**WORK ORDER**
Your answer should be the lines from the start of the records through the line with "1px #3f574c) drop-shadow(0", copied word for word.

Data items:
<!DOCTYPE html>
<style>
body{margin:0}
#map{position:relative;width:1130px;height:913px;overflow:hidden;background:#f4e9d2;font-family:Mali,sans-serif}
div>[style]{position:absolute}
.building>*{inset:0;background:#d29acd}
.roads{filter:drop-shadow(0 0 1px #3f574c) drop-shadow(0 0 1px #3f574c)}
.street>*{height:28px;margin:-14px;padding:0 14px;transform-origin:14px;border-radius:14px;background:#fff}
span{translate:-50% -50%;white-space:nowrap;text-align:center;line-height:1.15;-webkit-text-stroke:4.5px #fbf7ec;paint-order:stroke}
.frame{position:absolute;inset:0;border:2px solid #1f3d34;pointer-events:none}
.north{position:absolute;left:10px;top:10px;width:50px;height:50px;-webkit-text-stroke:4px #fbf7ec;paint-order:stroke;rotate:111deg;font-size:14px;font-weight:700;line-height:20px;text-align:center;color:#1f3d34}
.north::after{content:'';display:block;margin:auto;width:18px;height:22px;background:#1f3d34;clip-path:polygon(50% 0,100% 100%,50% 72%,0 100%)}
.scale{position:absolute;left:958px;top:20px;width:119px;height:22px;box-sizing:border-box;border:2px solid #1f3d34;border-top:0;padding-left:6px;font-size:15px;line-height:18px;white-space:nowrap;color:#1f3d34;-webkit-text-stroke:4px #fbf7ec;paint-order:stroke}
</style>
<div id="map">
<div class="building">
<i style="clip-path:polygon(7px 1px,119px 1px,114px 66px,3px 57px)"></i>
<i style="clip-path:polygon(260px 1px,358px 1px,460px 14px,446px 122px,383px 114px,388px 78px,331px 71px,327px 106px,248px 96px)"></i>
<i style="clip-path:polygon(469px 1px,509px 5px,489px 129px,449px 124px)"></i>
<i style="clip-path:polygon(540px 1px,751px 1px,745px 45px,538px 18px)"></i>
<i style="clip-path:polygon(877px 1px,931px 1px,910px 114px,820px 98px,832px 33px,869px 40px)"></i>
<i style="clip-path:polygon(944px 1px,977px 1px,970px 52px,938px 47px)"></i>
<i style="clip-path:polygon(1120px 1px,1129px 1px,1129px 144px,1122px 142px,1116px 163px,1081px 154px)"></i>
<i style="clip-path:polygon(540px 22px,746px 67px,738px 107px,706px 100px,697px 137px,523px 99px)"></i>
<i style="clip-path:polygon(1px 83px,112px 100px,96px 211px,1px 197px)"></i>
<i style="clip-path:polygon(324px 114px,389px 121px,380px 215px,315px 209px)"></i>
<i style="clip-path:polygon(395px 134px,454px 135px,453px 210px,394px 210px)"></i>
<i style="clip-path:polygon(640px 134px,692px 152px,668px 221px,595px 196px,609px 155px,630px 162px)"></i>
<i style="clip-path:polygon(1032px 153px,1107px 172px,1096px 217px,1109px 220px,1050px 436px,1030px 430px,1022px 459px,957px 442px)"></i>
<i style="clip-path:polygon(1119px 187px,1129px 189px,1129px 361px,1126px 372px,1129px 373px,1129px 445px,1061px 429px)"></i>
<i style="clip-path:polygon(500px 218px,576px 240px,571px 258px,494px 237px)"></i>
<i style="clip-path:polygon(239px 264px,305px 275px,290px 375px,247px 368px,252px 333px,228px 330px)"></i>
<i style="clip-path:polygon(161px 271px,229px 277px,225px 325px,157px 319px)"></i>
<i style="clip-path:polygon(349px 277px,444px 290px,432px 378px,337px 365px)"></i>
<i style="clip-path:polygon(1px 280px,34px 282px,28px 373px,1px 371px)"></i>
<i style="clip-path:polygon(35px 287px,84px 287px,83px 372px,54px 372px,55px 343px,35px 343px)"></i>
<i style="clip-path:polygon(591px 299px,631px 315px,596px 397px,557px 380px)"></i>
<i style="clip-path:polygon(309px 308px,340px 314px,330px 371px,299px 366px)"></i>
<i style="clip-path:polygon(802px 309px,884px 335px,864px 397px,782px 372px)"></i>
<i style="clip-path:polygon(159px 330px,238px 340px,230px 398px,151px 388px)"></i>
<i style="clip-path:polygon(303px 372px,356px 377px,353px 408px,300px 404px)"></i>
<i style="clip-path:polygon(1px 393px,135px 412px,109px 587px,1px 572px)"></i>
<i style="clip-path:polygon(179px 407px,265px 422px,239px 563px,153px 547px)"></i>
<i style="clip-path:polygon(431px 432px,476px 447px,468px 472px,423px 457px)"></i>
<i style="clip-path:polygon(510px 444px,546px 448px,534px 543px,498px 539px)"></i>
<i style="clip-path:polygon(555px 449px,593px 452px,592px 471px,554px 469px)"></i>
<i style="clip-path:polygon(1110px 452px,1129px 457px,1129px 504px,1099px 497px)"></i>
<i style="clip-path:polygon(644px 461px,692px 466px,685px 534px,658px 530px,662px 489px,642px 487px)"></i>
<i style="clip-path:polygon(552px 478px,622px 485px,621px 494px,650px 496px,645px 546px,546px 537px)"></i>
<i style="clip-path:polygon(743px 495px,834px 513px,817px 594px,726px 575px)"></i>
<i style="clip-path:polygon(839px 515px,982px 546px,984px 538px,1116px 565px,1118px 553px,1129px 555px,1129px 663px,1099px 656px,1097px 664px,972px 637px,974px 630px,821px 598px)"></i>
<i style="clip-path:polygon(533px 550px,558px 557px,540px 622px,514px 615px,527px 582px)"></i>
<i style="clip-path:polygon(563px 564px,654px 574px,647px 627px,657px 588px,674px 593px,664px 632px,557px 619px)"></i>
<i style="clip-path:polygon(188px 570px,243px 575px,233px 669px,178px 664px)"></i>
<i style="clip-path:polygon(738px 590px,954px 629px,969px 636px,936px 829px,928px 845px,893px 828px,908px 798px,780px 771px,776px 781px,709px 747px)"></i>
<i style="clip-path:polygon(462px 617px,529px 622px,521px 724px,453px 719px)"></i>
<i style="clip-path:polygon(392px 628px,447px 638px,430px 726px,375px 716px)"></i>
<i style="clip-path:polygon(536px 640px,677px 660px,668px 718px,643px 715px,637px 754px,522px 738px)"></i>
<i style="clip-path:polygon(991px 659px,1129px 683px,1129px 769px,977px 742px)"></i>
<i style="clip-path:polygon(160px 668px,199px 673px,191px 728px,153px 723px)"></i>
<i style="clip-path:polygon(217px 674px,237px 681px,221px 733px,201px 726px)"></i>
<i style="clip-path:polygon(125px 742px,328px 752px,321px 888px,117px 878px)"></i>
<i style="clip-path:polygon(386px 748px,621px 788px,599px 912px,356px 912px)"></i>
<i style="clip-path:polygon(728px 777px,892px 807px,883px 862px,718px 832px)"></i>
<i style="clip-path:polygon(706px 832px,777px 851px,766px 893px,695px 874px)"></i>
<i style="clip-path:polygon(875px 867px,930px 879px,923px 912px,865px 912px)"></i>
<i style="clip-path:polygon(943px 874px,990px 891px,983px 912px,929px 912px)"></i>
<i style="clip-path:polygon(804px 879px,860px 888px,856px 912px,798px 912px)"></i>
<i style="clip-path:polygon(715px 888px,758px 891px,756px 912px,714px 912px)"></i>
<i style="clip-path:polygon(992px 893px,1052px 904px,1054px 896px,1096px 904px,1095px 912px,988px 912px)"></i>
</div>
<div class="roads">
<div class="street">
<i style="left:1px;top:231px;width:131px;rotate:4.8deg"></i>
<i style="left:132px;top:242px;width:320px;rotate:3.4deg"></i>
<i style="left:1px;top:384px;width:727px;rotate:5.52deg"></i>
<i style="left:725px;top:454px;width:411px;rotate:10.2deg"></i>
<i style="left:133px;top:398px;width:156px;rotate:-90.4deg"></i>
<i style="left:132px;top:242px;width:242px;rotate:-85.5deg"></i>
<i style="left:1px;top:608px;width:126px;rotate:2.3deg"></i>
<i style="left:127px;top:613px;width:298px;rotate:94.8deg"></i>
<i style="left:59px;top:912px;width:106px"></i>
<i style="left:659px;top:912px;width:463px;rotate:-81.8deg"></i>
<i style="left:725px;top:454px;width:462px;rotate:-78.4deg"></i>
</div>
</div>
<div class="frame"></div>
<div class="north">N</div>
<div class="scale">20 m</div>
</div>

**YOUR SOLUTION**
<!DOCTYPE html>
<style>
body{margin:0}
#map{position:relative;width:1130px;height:913px;overflow:hidden;background:#f4e9d2;font-family:Mali,sans-serif}
div>[style]{position:absolute}
.building>*{inset:0;background:#d29acd}
.roads{filter:drop-shadow(0 0 1px #3f574c) drop-shadow(0 0 1px #3f574c)}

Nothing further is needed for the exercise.